Un chiffre qui ne manquera pas de relancer les discussions. Selon une étude Ifop menée pour le site En-velo-simone.fr auprès d’un échantillon de 1 000 Français, 84 % des personnes interrogées se disent favorables à l’obligation du port du casque à vélo, et ce pour tous les cyclistes adultes. Ce taux grimpe même à 88 % pour les vélos à assistance électrique (VAE), dont 62 % des sondés se disent « tout à fait favorables » à une telle mesure, contre 56 % pour le vélo traditionnel.

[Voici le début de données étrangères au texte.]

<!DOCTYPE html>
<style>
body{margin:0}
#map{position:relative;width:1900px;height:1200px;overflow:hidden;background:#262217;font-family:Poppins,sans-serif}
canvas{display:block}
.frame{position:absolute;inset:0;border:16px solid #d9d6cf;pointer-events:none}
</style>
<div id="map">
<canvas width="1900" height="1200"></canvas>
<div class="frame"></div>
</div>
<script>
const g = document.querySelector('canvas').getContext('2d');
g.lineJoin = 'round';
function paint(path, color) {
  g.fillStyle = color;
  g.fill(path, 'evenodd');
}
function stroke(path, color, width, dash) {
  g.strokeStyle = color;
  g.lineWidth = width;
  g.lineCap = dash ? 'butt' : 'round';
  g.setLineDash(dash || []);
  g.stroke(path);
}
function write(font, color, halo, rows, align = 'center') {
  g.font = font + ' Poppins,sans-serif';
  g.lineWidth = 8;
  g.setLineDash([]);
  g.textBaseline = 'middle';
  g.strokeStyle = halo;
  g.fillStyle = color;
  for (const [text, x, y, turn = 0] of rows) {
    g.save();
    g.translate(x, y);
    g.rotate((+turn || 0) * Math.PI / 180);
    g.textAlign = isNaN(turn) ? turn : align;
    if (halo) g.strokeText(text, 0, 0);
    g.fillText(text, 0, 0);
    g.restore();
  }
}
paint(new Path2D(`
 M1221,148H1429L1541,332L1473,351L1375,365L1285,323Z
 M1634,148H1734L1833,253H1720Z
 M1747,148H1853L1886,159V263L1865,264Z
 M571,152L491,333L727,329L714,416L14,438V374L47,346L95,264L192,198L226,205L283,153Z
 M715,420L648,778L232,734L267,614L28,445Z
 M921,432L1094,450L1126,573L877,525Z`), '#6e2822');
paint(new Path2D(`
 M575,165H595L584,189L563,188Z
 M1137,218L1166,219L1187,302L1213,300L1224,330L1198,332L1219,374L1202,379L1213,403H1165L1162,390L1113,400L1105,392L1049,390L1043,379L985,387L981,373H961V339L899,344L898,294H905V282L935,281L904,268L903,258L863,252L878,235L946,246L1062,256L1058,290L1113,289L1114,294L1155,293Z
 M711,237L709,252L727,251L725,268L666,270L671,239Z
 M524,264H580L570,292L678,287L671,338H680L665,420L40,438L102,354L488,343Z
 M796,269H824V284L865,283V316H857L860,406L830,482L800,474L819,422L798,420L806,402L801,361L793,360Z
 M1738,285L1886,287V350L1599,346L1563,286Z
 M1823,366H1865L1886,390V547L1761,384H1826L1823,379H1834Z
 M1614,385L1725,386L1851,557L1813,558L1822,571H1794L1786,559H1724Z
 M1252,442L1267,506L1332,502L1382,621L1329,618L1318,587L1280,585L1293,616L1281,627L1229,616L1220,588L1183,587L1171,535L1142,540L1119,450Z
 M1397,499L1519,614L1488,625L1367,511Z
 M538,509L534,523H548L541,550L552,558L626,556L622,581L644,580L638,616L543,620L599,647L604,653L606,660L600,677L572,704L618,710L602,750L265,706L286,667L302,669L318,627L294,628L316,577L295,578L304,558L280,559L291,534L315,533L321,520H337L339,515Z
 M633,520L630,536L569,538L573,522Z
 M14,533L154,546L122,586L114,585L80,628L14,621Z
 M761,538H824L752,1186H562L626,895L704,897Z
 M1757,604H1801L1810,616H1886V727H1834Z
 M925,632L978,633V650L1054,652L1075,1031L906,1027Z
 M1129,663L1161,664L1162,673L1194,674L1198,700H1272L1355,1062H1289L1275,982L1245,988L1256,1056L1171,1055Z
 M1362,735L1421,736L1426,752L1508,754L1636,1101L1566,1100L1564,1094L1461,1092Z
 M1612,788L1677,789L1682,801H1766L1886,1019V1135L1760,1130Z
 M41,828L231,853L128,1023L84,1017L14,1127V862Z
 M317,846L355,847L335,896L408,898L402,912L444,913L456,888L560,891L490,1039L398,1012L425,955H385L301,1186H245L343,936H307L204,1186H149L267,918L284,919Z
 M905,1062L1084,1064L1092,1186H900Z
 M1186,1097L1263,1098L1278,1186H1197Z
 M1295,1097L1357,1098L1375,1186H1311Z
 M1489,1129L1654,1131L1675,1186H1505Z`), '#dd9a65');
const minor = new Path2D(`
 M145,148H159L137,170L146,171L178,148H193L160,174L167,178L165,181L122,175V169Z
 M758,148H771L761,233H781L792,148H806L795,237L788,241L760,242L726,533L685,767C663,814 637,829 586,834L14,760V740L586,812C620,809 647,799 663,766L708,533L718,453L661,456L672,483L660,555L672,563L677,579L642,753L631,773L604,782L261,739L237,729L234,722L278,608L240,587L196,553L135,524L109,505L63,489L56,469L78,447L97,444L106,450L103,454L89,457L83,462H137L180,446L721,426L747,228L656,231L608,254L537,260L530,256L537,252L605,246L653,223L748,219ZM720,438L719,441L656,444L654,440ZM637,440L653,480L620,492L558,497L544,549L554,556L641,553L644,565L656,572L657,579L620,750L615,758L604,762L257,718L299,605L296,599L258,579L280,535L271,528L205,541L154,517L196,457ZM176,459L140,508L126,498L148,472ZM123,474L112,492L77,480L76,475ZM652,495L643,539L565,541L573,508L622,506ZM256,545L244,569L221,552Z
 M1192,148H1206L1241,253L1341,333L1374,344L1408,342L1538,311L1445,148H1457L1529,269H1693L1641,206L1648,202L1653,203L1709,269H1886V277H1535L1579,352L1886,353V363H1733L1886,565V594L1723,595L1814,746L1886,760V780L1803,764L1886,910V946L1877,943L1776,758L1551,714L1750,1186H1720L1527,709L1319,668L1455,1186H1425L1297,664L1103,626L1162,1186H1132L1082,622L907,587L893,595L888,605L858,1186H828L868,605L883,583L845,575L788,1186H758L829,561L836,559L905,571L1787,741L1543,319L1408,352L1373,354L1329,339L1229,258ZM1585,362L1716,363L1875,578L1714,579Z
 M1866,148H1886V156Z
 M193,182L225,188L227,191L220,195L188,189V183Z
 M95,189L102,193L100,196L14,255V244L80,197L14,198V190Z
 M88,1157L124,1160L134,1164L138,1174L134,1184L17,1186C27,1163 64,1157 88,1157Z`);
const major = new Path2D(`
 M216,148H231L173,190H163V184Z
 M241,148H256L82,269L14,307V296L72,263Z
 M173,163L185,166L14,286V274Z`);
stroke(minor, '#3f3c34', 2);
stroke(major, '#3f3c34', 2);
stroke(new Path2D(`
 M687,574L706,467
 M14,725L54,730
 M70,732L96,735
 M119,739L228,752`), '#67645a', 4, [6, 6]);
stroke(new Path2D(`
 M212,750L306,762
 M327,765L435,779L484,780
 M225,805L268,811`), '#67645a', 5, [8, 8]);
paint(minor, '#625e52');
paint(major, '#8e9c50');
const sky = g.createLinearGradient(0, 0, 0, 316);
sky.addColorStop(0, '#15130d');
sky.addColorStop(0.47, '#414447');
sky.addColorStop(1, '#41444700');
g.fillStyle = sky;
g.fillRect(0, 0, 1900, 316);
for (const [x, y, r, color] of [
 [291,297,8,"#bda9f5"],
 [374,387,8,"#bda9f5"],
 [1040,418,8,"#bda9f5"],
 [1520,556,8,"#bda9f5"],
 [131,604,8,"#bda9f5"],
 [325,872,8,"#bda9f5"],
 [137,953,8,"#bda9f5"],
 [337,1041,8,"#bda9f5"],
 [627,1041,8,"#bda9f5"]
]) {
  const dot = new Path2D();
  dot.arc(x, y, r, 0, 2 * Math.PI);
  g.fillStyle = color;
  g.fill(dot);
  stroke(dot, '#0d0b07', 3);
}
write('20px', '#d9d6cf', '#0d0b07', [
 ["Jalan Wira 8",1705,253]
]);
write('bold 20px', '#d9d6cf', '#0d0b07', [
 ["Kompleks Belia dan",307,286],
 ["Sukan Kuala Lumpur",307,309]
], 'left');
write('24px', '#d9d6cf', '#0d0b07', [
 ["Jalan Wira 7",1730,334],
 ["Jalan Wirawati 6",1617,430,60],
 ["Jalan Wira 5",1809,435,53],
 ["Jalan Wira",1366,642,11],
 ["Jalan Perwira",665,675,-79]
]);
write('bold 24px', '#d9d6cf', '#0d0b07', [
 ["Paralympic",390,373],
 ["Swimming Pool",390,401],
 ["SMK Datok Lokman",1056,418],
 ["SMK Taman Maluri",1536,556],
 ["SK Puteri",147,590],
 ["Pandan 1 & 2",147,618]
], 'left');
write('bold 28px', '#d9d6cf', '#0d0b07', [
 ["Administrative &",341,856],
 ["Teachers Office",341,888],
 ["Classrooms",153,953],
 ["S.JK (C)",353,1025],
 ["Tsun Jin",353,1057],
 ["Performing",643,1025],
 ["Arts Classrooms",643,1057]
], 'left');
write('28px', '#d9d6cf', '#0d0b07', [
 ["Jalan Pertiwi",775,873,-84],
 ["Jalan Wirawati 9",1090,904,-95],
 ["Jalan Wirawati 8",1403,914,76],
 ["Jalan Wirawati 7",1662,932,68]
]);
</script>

Des chiffres massifs, qui traduisent une perception de plus en plus répandue : rouler à vélo en ville, c’est prendre des risques, et il faudrait s’en protéger davantage.
Un contexte qui explique l’adhésion
Cette opinion favorable s’inscrit dans une période de transformation profonde des usages du vélo en France. Avec l’essor du VAE qui permet de rouler plus vite, plus longtemps, dans des environnements souvent mixtes, les situations à risque se multiplient. La vitesse moyenne d’un cycliste sur VAE peut facilement dépasser 25 km/h en milieu urbain, là où la cohabitation avec les voitures, les piétons et les livreurs reste quotidiennement complexe.
Dans ce contexte, il n’est pas surprenant que la demande de protection se renforce. Pour beaucoup de Français, le casque est devenu un réflexe associé à la sécurité, comme la ceinture de sécurité en voiture.
Ce que dit (et ne dit pas) le sondage
Il convient toutefois de nuancer la portée de ces résultats. L’étude ne précise pas quelle proportion des répondants pratique régulièrement le vélo. Or, c’est un facteur déterminant : les cyclistes quotidiens, confrontés aux contraintes réelles de l’équipement, ont souvent une position plus nuancée sur la question que les non-cyclistes.
Par ailleurs, être favorable à une mesure dans un sondage ne signifie pas nécessairement soutenir sa mise en œuvre immédiate, ni accepter les contraintes pratiques qui en découleraient, notamment pour les vélos en libre-service, où l’absence de casque reste la norme.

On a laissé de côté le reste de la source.